┌──
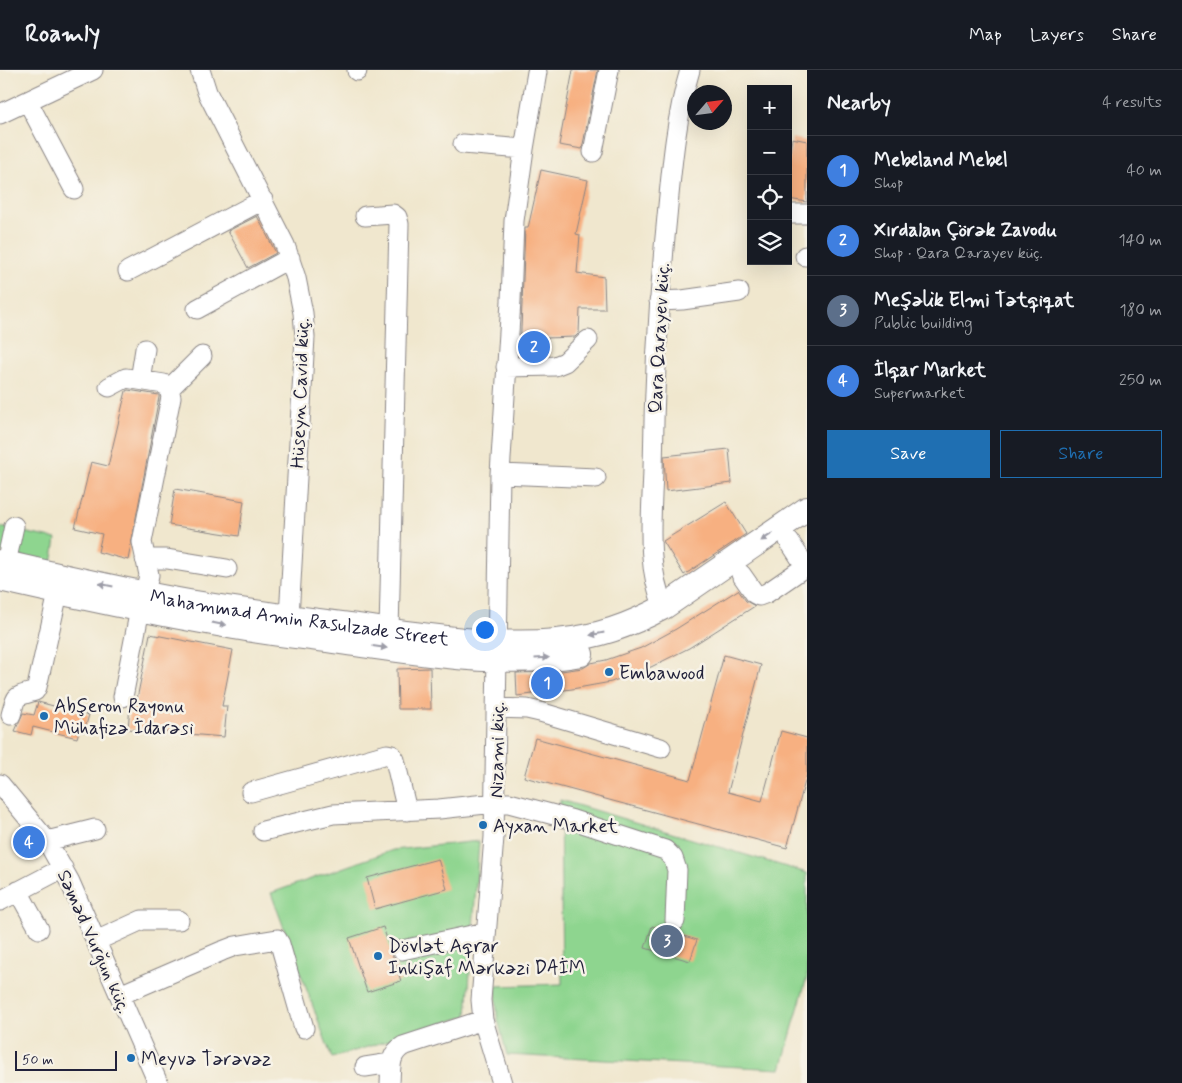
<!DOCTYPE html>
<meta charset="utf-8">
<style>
body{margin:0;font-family:Mynerve,sans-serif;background:#242831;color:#f1f3f6}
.controls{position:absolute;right:15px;top:15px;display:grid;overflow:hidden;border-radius:0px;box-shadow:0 5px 20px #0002}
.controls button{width:45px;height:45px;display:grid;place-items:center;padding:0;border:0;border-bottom:1px solid #363941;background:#171b24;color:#f1f3f6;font:25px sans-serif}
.compass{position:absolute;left:687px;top:15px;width:45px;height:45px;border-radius:50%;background:#171b24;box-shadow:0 5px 20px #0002;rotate:62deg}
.scale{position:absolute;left:15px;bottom:12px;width:102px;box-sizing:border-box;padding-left:5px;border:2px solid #22223b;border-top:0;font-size:14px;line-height:18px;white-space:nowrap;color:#22223b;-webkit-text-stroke:4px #f7f3e8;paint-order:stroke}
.you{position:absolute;left:484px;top:559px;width:18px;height:18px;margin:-12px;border:4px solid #fff;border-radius:50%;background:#1a73e8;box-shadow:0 0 0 8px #1a73e833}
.badge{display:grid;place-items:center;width:32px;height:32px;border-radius:50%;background:#1f6fb2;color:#fff;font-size:16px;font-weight:700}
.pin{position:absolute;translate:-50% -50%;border:2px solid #fff;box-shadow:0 1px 5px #0006}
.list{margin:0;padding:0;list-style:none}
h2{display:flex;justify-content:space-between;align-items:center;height:65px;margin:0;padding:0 20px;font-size:21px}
h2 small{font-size:16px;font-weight:400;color:#9ea1a6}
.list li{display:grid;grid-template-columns:32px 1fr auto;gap:15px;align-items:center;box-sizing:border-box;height:70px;padding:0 20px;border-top:1px solid #363941}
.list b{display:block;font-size:19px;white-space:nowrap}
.list p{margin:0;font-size:16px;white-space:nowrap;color:#9ea1a6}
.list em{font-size:16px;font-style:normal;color:#9ea1a6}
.actions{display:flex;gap:10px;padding:15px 20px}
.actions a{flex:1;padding:11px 0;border:1px solid #1f6fb2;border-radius:0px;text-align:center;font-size:18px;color:#1f6fb2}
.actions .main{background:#1f6fb2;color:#fff}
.icon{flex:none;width:28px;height:28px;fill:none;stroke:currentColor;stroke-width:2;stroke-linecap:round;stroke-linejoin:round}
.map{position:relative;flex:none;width:807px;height:1013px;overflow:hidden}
header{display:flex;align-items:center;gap:30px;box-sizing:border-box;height:70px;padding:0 25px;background:#171b24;border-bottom:1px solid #363941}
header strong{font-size:24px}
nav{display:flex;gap:28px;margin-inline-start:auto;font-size:18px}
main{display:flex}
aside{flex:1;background:#171b24}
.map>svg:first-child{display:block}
.green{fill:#8ed58f;stroke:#587c65}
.building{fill:#f7b081}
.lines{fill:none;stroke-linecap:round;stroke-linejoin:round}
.minor-casing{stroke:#898484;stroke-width:21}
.major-casing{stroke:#898484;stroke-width:26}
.minor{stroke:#fff;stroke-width:19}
.major{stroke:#fff;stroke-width:24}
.oneway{fill:#9c9ca7}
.poi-dot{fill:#1f6fb2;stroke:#f7f3e8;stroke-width:2}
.labels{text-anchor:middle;stroke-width:5;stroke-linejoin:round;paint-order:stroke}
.street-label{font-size:19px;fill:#22223b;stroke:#f7f3e8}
.poi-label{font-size:19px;fill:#22223b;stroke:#f7f3e8;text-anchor:start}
</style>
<header>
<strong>Roamly</strong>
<nav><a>Map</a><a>Layers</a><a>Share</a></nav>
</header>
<main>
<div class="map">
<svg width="807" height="1013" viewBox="0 0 807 1013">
<rect width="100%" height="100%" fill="#f7f3e8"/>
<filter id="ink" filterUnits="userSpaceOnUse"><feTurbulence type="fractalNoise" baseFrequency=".02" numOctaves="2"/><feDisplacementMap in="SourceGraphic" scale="10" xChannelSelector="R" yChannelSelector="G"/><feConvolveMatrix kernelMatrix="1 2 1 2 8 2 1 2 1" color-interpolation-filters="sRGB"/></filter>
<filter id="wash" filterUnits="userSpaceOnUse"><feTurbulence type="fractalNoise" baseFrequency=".0096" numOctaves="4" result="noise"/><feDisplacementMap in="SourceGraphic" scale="20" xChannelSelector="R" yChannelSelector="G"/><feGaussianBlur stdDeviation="1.12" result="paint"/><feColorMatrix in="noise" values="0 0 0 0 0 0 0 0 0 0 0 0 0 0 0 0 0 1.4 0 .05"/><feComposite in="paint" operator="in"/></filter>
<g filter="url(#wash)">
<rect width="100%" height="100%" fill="#f0e7ce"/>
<path class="green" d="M 0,457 L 56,469 L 52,494 L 0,482 Z
M 560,730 L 807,803 L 807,907 L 781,999 L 507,985 L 497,946 L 496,916 L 562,914 Z
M 479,771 L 467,946 L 332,988 L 271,823 L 393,780 Z"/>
<g id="blocks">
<path class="building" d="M 573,0 L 598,0 L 582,79 L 559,75 Z
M 792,68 L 807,71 L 807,132 L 788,129 L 788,95 Z
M 541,100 L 588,110 L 576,164 L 580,165 L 577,203 L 604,207 L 605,239 L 580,239 L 579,263 L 575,267 L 546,268 L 545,285 L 520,285 L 525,158 L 528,158 Z
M 257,146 L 276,183 L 248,198 L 228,161 Z
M 128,320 L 159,325 L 159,327 L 128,490 L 98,482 L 102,464 L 75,458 L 91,392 L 108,396 L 126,321 Z
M 729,379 L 732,413 L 666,421 L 664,386 Z
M 175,419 L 244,431 L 239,466 L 169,455 Z
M 726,432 L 746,464 L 684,505 L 663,471 Z
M 738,520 L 746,531 L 755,536 L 689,578 L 651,597 L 611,612 L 572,619 L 517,626 L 516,603 L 554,602 L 583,598 L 591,593 L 606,590 L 641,578 L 676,559 Z
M 150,564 L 233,580 L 222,636 L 227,636 L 224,667 L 128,659 L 130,636 L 134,629 L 137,629 Z
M 724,585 L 761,595 L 728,722 L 762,731 L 781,661 L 807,668 L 807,704 L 787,778 L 524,707 L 535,668 L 690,710 Z
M 430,598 L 431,639 L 398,639 L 397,599 Z
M 38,632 L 89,645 L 84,662 L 79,661 L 77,668 L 33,657 L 31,665 L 15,661 L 23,643 L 34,645 Z
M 438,789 L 447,819 L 375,839 L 367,808 Z
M 652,856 L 697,870 L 690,891 L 645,878 Z
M 383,857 L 401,911 L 367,922 L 349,868 Z"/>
</g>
</g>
<g filter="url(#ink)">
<use href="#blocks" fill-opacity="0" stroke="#898484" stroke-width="1"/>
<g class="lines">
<defs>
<path id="minor" d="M 200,0 L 207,22 L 285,175 L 296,208 L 303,243 L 305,267 L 289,547
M 357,1 L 357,0
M 28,32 L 74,119
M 0,44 L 93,0
M 463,74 L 524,79
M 593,82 L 609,0
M 788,144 L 807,144
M 365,146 L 393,144 L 397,147 L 399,154 L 389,561
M 805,186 L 807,186
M 128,201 L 263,130
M 659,231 L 682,230 L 739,222
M 197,239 L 290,188
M 506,297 L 555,296 L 565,292 L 588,270
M 140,310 L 145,279
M 109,317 L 126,308 L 164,314 L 169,319 L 171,327 L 142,472 L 149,505 L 145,523
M 169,319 L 202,286
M 500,404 L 596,408
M 145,489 L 167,489 L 227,499
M 6,493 L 14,456
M 741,504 L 755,524 L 759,526 L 767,523 L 802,499 L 804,495 L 802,491 L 789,471
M 664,537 C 645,495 652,444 653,399 C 654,318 658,237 666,157 C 671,105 675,50 690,0
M 123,627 L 140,539
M 496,638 L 527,639 L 540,642 L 661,678
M 11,645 C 17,623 14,628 35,621 L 37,617 L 58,523
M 0,714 L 47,771 L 70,812 L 158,1013
M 251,722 L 387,684 L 392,685 L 395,690 L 407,741
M 263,761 L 333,744 L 439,739 L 495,733 L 509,733 L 573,750 L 665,780 L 673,788 L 677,800 L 675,851
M 47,771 L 95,759
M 18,821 L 39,859
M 0,831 L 63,798
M 96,871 L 142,850 L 179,850
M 402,880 L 486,862
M 120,925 L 222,881 L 235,876 L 277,869 L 280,874 L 304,958
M 365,997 L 391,993
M 390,1013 C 391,998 389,984 403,976 L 483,950
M 502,1013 L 483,950 L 481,930 L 494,767 L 500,404 L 511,231 L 514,151 L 524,79 L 537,2"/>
<g id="major">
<path id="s1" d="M 0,492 C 63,506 125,521 189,532 C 245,541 301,549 357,556 C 421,565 492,577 557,571 C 598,567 628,556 664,537 L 807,439"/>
<path d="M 0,509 C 78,527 156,543 234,557 C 274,564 314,568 354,574 C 427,584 509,598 581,584"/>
</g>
</defs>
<use href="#minor" class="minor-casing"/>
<use href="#major" class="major-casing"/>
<use href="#minor" class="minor"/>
<use href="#major" class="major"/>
</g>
<defs><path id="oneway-solid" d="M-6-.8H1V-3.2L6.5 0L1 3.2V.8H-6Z" transform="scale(1.25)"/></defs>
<g class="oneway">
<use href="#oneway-solid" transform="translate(767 467) rotate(146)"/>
<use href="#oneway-solid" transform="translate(106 515) rotate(-169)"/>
<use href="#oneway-solid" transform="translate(219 554) rotate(11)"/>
<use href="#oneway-solid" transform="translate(597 564) rotate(169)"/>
<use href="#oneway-solid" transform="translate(380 577) rotate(8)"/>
<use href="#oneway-solid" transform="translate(542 588) rotate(-4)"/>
</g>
</g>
<g class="poi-dot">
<circle cx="609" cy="602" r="5"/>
<circle cx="44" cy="646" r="5"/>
<circle cx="483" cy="755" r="5"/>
<circle cx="378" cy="886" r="5"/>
<circle cx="131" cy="988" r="5"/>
</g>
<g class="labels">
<g class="street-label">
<text transform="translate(658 268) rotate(-87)" y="7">Qara Qarayev küç.</text>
<text transform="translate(299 323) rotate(-88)" y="7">Hüseyn Cavid küç.</text>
<text dy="7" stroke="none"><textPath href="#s1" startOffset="305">Mahammad Amin Rasulzade Street</textPath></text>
<text transform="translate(496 680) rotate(-89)" y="7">Nizami küç.</text>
<text transform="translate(95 871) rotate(66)" y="7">Səməd Vurğun küç.</text>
</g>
<g class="poi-label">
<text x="619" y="609">Embawood</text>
<text x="54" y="642">Abşeron Rayonu<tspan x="54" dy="22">Mühafizə İdarəsi</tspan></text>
<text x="493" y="762">Ayxan Market</text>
<text x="388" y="882">Dövlət Aqrar<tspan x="388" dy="22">Inkişaf Mərkəzi DAİM</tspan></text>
<text x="141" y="995">Meyvə Tərəvəz</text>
</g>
</g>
</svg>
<div class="controls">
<button>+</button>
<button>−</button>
<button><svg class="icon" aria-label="locate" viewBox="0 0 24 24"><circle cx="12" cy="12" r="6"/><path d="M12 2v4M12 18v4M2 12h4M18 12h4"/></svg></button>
<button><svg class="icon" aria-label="layers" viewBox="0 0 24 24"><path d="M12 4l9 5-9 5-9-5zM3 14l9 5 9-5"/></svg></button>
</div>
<svg class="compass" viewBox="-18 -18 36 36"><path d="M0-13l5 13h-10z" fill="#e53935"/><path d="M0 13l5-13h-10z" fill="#9ea1a6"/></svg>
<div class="scale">50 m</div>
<div class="you"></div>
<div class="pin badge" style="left:547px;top:613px;background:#3f7fe0">1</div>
<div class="pin badge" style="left:534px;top:277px;background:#3f7fe0">2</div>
<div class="pin badge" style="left:667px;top:871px;background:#5c6f8a">3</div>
<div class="pin badge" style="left:29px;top:772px;background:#3f7fe0">4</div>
</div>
<aside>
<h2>Nearby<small>4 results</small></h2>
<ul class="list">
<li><span class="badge" style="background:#3f7fe0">1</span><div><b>Mebeland Mebel</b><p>Shop</p></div><em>40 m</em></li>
<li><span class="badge" style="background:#3f7fe0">2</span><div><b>Xırdalan Çörək Zavodu</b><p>Shop · Qara Qarayev küç.</p></div><em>140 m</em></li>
<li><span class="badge" style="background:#5c6f8a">3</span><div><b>Meşəlik Elmi Tətqiqat</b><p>Public building</p></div><em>180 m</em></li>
<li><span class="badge" style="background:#3f7fe0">4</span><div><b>İlqar Market</b><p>Supermarket</p></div><em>250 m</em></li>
</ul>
<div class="actions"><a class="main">Save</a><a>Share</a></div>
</aside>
</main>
└──
**Task brief:**
Across the material above, how many lines include the string "controls"? Only the number is wanted.

**Solution for this task:**
3